We started our gay-playapooloza this afternoon with Jon Marans’ play The Temperamentals, which started previews on Thursday for its open-ended run at New World Stages. The show premiered in 2009 as a showcase production at the TBG Theater’s 40-seat Black Box Studio, and later extended into a full two-month run at the TBG’s 99-seat space. I’m happy we finally got to see this stunning production after missing it at TBG.
Temperamentals in this context is a 1950s code word for “homosexual.” The show details the creation of the Mattachine Society, the first gay rights organization. This is a somewhat forgotten part of the gay liberation movement, which many peg to have started with the Stonewall uprising in 1969. Happening nearly 20 years before, five men–Harry Hay, Rudi Gernreich, Chuck Rowland, Bob Hull, and Dale Jennings–created the organization to bring to light the injustices faced by gays, such police entrapment, as well as help bring gay people together and out of isolation and show the importance of equality between heterosexuals and homosexuals.
Besides the formation of the organization, the show looks at the love story between communist Harry Hay and Viennese refugee and designer Rudi Gernreich (who, among other career achievements, designed the uniforms on one of my favorite 70s shows Space: 1999). As the organization grows, Hay and Gernreich deepen their love for each other, but ultimately it doesn’t survive because the times don’t allow for it as Gernreich has to “straighten up” to pursue his career. Hay valiantly lets him go.
Ugly Betty’s Michael Urie played Gernreich in the TBG run and returns here. This is my first time to see Urie in a role outside of Marc and he is outstanding as he portrays Gernreich’s conflict in becoming an activist, trying to forge a career and loving his man. Thomas Jay Ryan played Hay at TBG. He is also wonderful to watch as Hay breaks out of his closet, including leaving his wife and embracing a love of shawls.

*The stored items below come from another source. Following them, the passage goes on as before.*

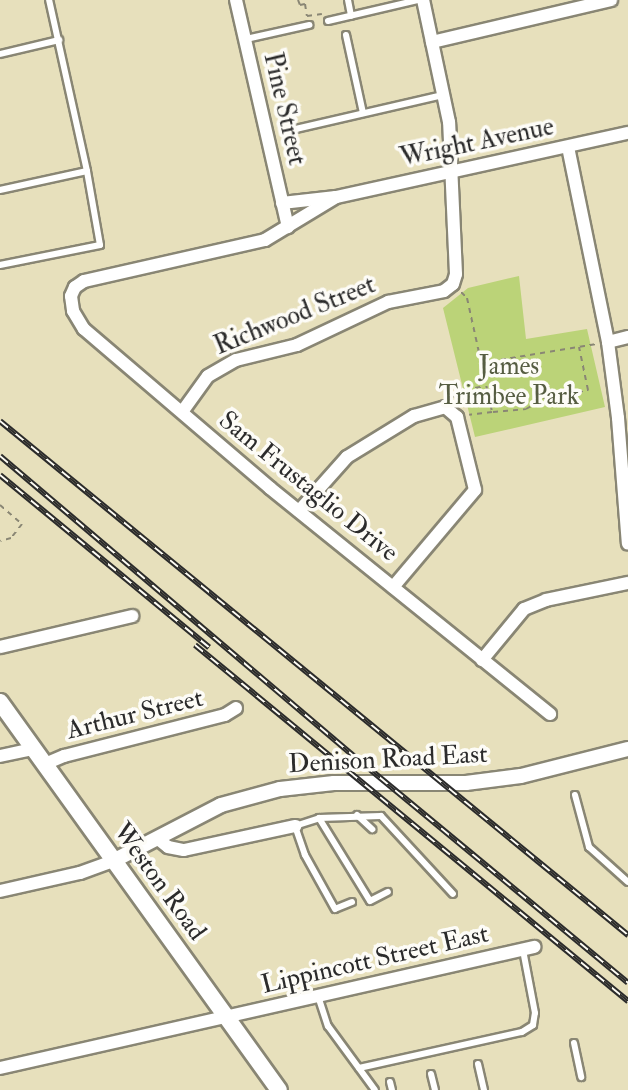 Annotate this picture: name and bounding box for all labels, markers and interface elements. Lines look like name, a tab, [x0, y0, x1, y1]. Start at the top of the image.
street label: Pine Street	[256, 50, 312, 168]
street label: Wright Avenue	[397, 111, 557, 175]
street label: Richwood Street	[210, 269, 380, 363]
park label: James Trimbee Park	[439, 351, 579, 412]
street label: Sam Frustaglio Drive	[212, 405, 404, 569]
street label: Arthur Street	[64, 683, 206, 747]
street label: Denison Road East	[288, 739, 488, 781]
street label: Weston Road	[106, 817, 212, 947]
street label: Lippincott Street East	[258, 919, 492, 1001]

The supporting cast–Arnie Burton (as Chuck Rowland), Matthew Schenck (Bob Hull) and Sam Breslin Wright (Dale Jennings)–all take on multiple characters in addition to their roles as Mattachine co-founders. Burton is new to the cast while Schenck and Wright were in the TBG show. All are excellent in their many roles.
Not only is The Temperamentals an excellent show, it’s an important look at history. It’s sad to note that the equality the Mattachine Society worked for is still by and large missing even 60 years later. Sure there’s been progress, but it’s a long way from equal.
Next Sunday gay-play-apolloza continues with The York Theatre Company’s production of Yank!.